Saved data entries:
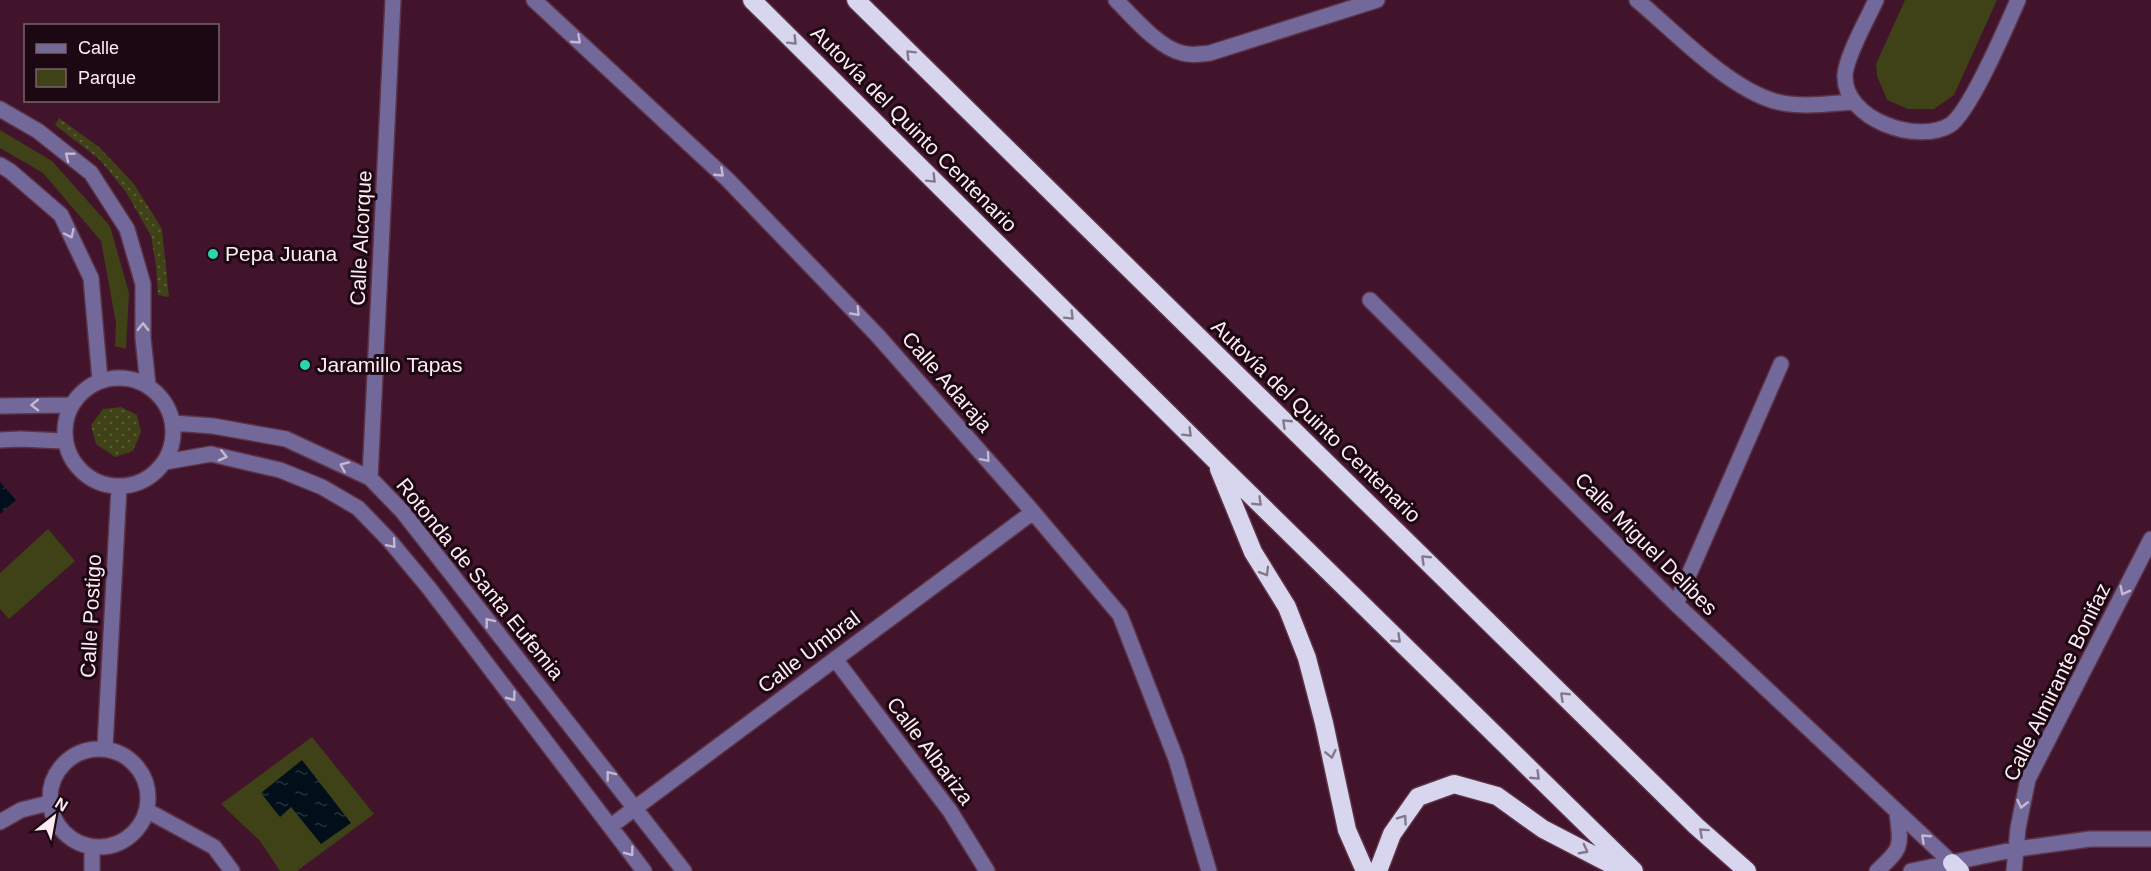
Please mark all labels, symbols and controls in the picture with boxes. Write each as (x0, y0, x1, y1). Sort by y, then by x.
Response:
street label: Autovía del Quinto Centenario (807, 21, 1022, 236)
legend (24, 24, 219, 102)
one-way arrow (570, 33, 581, 44)
one-way arrow (786, 34, 797, 45)
text: Calle (78, 38, 119, 58)
one-way arrow (907, 51, 918, 62)
text: Parque (78, 68, 136, 88)
one-way arrow (65, 152, 76, 163)
one-way arrow (713, 166, 724, 177)
street label: Calle Alcorque (345, 170, 376, 306)
one-way arrow (924, 171, 935, 182)
one-way arrow (63, 228, 75, 239)
place label: Pepa Juana (225, 242, 337, 265)
marker: Pepa Juana (206, 247, 220, 261)
one-way arrow (849, 306, 860, 316)
one-way arrow (1064, 309, 1074, 320)
street label: Autovía del Quinto Centenario (1207, 315, 1426, 527)
one-way arrow (137, 323, 149, 332)
street label: Calle Adaraja (898, 327, 997, 437)
place label: Jaramillo Tapas (317, 353, 463, 376)
marker: Jaramillo Tapas (298, 358, 312, 372)
one-way arrow (30, 399, 39, 411)
one-way arrow (1282, 419, 1292, 430)
one-way arrow (1181, 426, 1192, 437)
one-way arrow (218, 449, 228, 462)
one-way arrow (979, 451, 990, 462)
one-way arrow (339, 461, 350, 473)
street label: Calle Miguel Delibes (1571, 468, 1722, 619)
street label: Rotonda de Santa Eufemia (392, 473, 569, 684)
one-way arrow (1251, 495, 1262, 506)
one-way arrow (385, 537, 396, 548)
street label: Calle Postigo (76, 554, 105, 678)
one-way arrow (1421, 556, 1432, 567)
one-way arrow (1258, 566, 1270, 576)
street label: Calle Almirante Bonifaz (1999, 579, 2114, 784)
one-way arrow (2120, 585, 2132, 596)
street label: Calle Umbral (753, 606, 864, 697)
one-way arrow (486, 617, 497, 628)
one-way arrow (1391, 632, 1401, 643)
one-way arrow (505, 691, 516, 702)
one-way arrow (1560, 692, 1570, 703)
street label: Calle Albariza (883, 693, 978, 809)
one-way arrow (1324, 749, 1337, 759)
one-way arrow (1529, 768, 1540, 779)
one-way arrow (606, 771, 617, 782)
north arrow (24, 787, 84, 847)
text: N (52, 794, 71, 815)
one-way arrow (2017, 799, 2030, 809)
one-way arrow (1396, 814, 1407, 825)
one-way arrow (1700, 828, 1710, 839)
one-way arrow (1921, 834, 1931, 845)
one-way arrow (1577, 843, 1588, 854)
one-way arrow (623, 846, 634, 857)

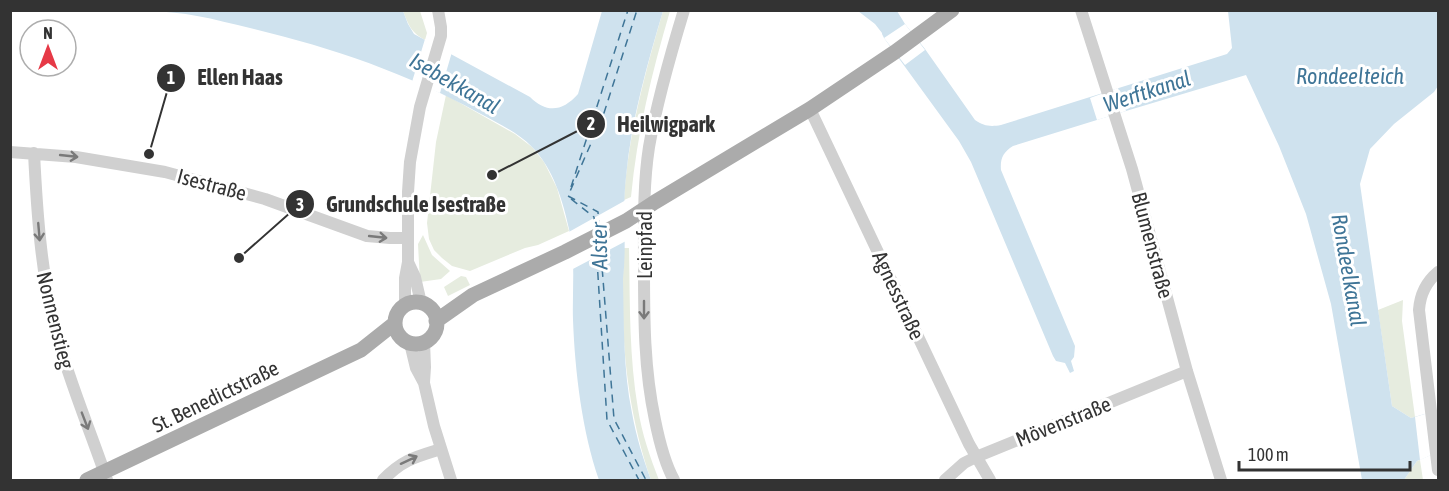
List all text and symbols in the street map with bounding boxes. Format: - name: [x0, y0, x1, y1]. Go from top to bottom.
- north arrow: [18, 18, 78, 78]
- text: N: [43, 24, 53, 42]
- water label: Isebekkanal: [405, 47, 505, 119]
- callout: Ellen Haas: [156, 58, 295, 98]
- water label: Rondeelteich: [1296, 63, 1404, 89]
- text: Ellen Haas: [197, 64, 283, 90]
- water label: Werftkanal: [1100, 65, 1194, 117]
- text: 1: [167, 67, 175, 88]
- callout: Heilwigpark: [576, 104, 727, 144]
- text: Heilwigpark: [617, 111, 715, 137]
- text: 2: [587, 113, 595, 134]
- one-way arrow: [58, 151, 78, 162]
- street label: Isestraße: [175, 163, 249, 205]
- callout: Grundschule Isestraße: [285, 184, 518, 224]
- street label: Blumenstraße: [1127, 189, 1179, 301]
- text: Grundschule Isestraße: [326, 191, 506, 217]
- text: 3: [296, 194, 304, 215]
- street label: Leinpfad: [632, 211, 656, 279]
- water label: Rondeelkanal: [1326, 212, 1372, 328]
- water label: Alster: [586, 221, 612, 271]
- one-way arrow: [34, 222, 45, 242]
- one-way arrow: [368, 232, 388, 243]
- street label: Agnesstraße: [868, 247, 930, 343]
- street label: Nonnenstieg: [32, 269, 80, 371]
- one-way arrow: [638, 299, 650, 319]
- street label: St. Benedictstraße: [148, 355, 282, 437]
- street label: Mövenstraße: [1012, 391, 1114, 451]
- one-way arrow: [80, 411, 91, 430]
- scale bar: [1239, 434, 1410, 472]
- text: 100 m: [1248, 444, 1289, 465]
- one-way arrow: [400, 454, 418, 466]

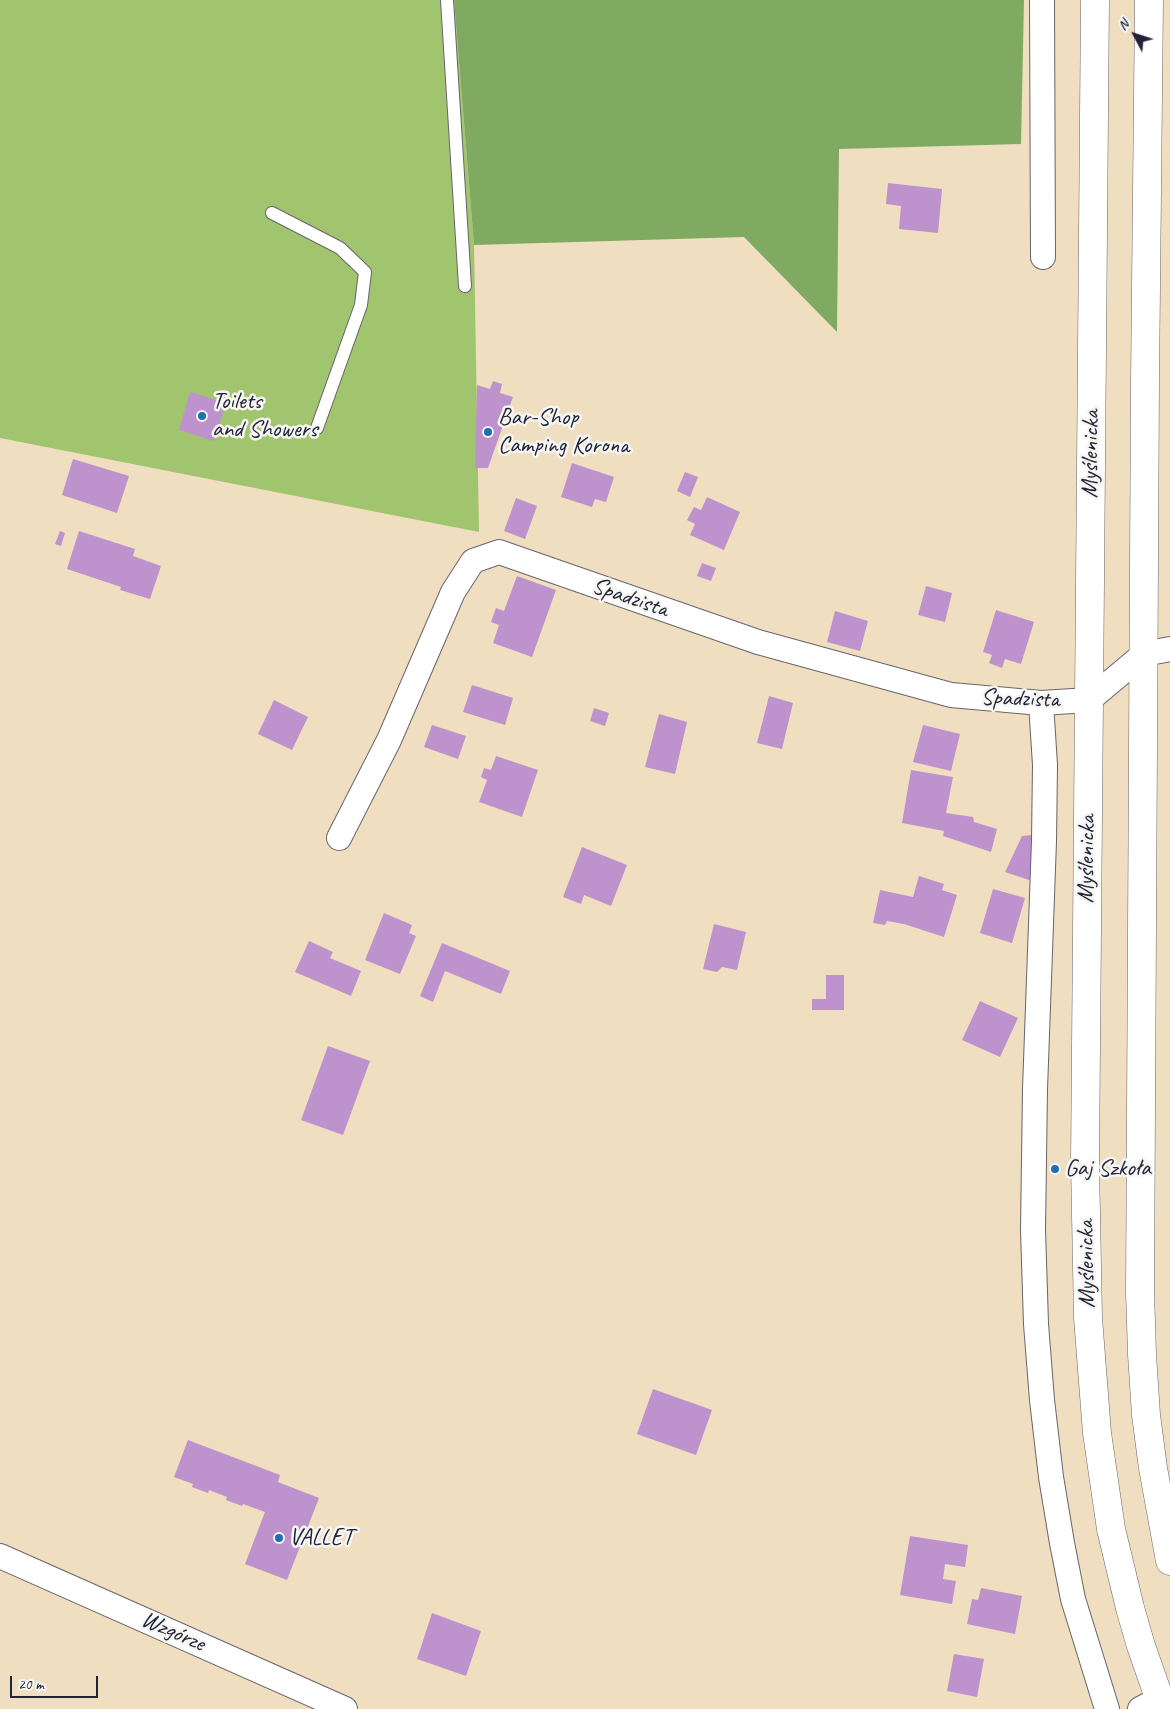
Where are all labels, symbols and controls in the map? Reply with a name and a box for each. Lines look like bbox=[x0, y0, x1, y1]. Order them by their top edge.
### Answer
north arrow bbox=[1110, 10, 1160, 60]
text: N bbox=[1114, 16, 1132, 34]
place label: Toilets and Showers bbox=[212, 388, 317, 444]
place label: Bar-Shop Camping Korona bbox=[498, 404, 629, 460]
marker: Toilets and Showers bbox=[196, 410, 208, 422]
street label: Myślenicka bbox=[1076, 410, 1106, 498]
marker: Bar-Shop Camping Korona bbox=[482, 426, 494, 438]
street label: Spadzista bbox=[588, 572, 672, 624]
street label: Spadzista bbox=[980, 683, 1060, 715]
street label: Myślenicka bbox=[1072, 815, 1102, 903]
place label: Gaj Szkoła bbox=[1065, 1155, 1151, 1183]
marker: Gaj Szkoła bbox=[1049, 1163, 1061, 1175]
street label: Myślenicka bbox=[1072, 1220, 1102, 1308]
place label: VALLET bbox=[289, 1524, 353, 1552]
marker: VALLET bbox=[273, 1532, 285, 1544]
street label: Wzgórze bbox=[137, 1605, 209, 1659]
scale bar bbox=[12, 1666, 100, 1698]
text: 20 m bbox=[18, 1675, 44, 1694]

Work to complete:
Repeat the data word for word. Skip the pictures.

Task response:
Please mark all labels, symbols and controls in the picture with boxes. Write each as (x0, y0, x1, y1). Sort by y, then by x.
Response:
street label: Autovía del Quinto Centenario (807, 21, 1022, 236)
legend (24, 24, 219, 102)
one-way arrow (570, 33, 581, 44)
one-way arrow (786, 34, 797, 45)
text: Calle (78, 38, 119, 58)
one-way arrow (907, 51, 918, 62)
text: Parque (78, 68, 136, 88)
one-way arrow (65, 152, 76, 163)
one-way arrow (713, 166, 724, 177)
street label: Calle Alcorque (345, 170, 376, 306)
one-way arrow (924, 171, 935, 182)
one-way arrow (63, 228, 75, 239)
place label: Pepa Juana (225, 242, 337, 265)
marker: Pepa Juana (206, 247, 220, 261)
one-way arrow (849, 306, 860, 316)
one-way arrow (1064, 309, 1074, 320)
street label: Autovía del Quinto Centenario (1207, 315, 1426, 527)
one-way arrow (137, 323, 149, 332)
street label: Calle Adaraja (898, 327, 997, 437)
place label: Jaramillo Tapas (317, 353, 463, 376)
marker: Jaramillo Tapas (298, 358, 312, 372)
one-way arrow (30, 399, 39, 411)
one-way arrow (1282, 419, 1292, 430)
one-way arrow (1181, 426, 1192, 437)
one-way arrow (218, 449, 228, 462)
one-way arrow (979, 451, 990, 462)
one-way arrow (339, 461, 350, 473)
street label: Calle Miguel Delibes (1571, 468, 1722, 619)
street label: Rotonda de Santa Eufemia (392, 473, 569, 684)
one-way arrow (1251, 495, 1262, 506)
one-way arrow (385, 537, 396, 548)
street label: Calle Postigo (76, 554, 105, 678)
one-way arrow (1421, 556, 1432, 567)
one-way arrow (1258, 566, 1270, 576)
street label: Calle Almirante Bonifaz (1999, 579, 2114, 784)
one-way arrow (2120, 585, 2132, 596)
street label: Calle Umbral (753, 606, 864, 697)
one-way arrow (486, 617, 497, 628)
one-way arrow (1391, 632, 1401, 643)
one-way arrow (505, 691, 516, 702)
one-way arrow (1560, 692, 1570, 703)
street label: Calle Albariza (883, 693, 978, 809)
one-way arrow (1324, 749, 1337, 759)
one-way arrow (1529, 768, 1540, 779)
one-way arrow (606, 771, 617, 782)
north arrow (24, 787, 84, 847)
text: N (52, 794, 71, 815)
one-way arrow (2017, 799, 2030, 809)
one-way arrow (1396, 814, 1407, 825)
one-way arrow (1700, 828, 1710, 839)
one-way arrow (1921, 834, 1931, 845)
one-way arrow (1577, 843, 1588, 854)
one-way arrow (623, 846, 634, 857)

List all text and symbols in the street map with bounding boxes. Format: - name: [x0, y0, x1, y1]. Go from top to bottom.
- north arrow: [18, 18, 78, 78]
- text: N: [43, 24, 53, 42]
- water label: Isebekkanal: [405, 47, 505, 119]
- callout: Ellen Haas: [156, 58, 295, 98]
- water label: Rondeelteich: [1296, 63, 1404, 89]
- text: Ellen Haas: [197, 64, 283, 90]
- water label: Werftkanal: [1100, 65, 1194, 117]
- text: 1: [167, 67, 175, 88]
- callout: Heilwigpark: [576, 104, 727, 144]
- text: Heilwigpark: [617, 111, 715, 137]
- text: 2: [587, 113, 595, 134]
- one-way arrow: [58, 151, 78, 162]
- street label: Isestraße: [175, 163, 249, 205]
- callout: Grundschule Isestraße: [285, 184, 518, 224]
- street label: Blumenstraße: [1127, 189, 1179, 301]
- text: Grundschule Isestraße: [326, 191, 506, 217]
- text: 3: [296, 194, 304, 215]
- street label: Leinpfad: [632, 211, 656, 279]
- water label: Rondeelkanal: [1326, 212, 1372, 328]
- water label: Alster: [586, 221, 612, 271]
- one-way arrow: [34, 222, 45, 242]
- one-way arrow: [368, 232, 388, 243]
- street label: Agnesstraße: [868, 247, 930, 343]
- street label: Nonnenstieg: [32, 269, 80, 371]
- one-way arrow: [638, 299, 650, 319]
- street label: St. Benedictstraße: [148, 355, 282, 437]
- street label: Mövenstraße: [1012, 391, 1114, 451]
- one-way arrow: [80, 411, 91, 430]
- scale bar: [1239, 434, 1410, 472]
- text: 100 m: [1248, 444, 1289, 465]
- one-way arrow: [400, 454, 418, 466]

Where are all labels, symbols and controls in the map? Reply with a name and a box for each. Lines look like bbox=[x0, y0, x1, y1]. Order them by their top edge.
### Answer
north arrow bbox=[1110, 10, 1160, 60]
text: N bbox=[1114, 16, 1132, 34]
place label: Toilets and Showers bbox=[212, 388, 317, 444]
place label: Bar-Shop Camping Korona bbox=[498, 404, 629, 460]
marker: Toilets and Showers bbox=[196, 410, 208, 422]
street label: Myślenicka bbox=[1076, 410, 1106, 498]
marker: Bar-Shop Camping Korona bbox=[482, 426, 494, 438]
street label: Spadzista bbox=[588, 572, 672, 624]
street label: Spadzista bbox=[980, 683, 1060, 715]
street label: Myślenicka bbox=[1072, 815, 1102, 903]
place label: Gaj Szkoła bbox=[1065, 1155, 1151, 1183]
marker: Gaj Szkoła bbox=[1049, 1163, 1061, 1175]
street label: Myślenicka bbox=[1072, 1220, 1102, 1308]
place label: VALLET bbox=[289, 1524, 353, 1552]
marker: VALLET bbox=[273, 1532, 285, 1544]
street label: Wzgórze bbox=[137, 1605, 209, 1659]
scale bar bbox=[12, 1666, 100, 1698]
text: 20 m bbox=[18, 1675, 44, 1694]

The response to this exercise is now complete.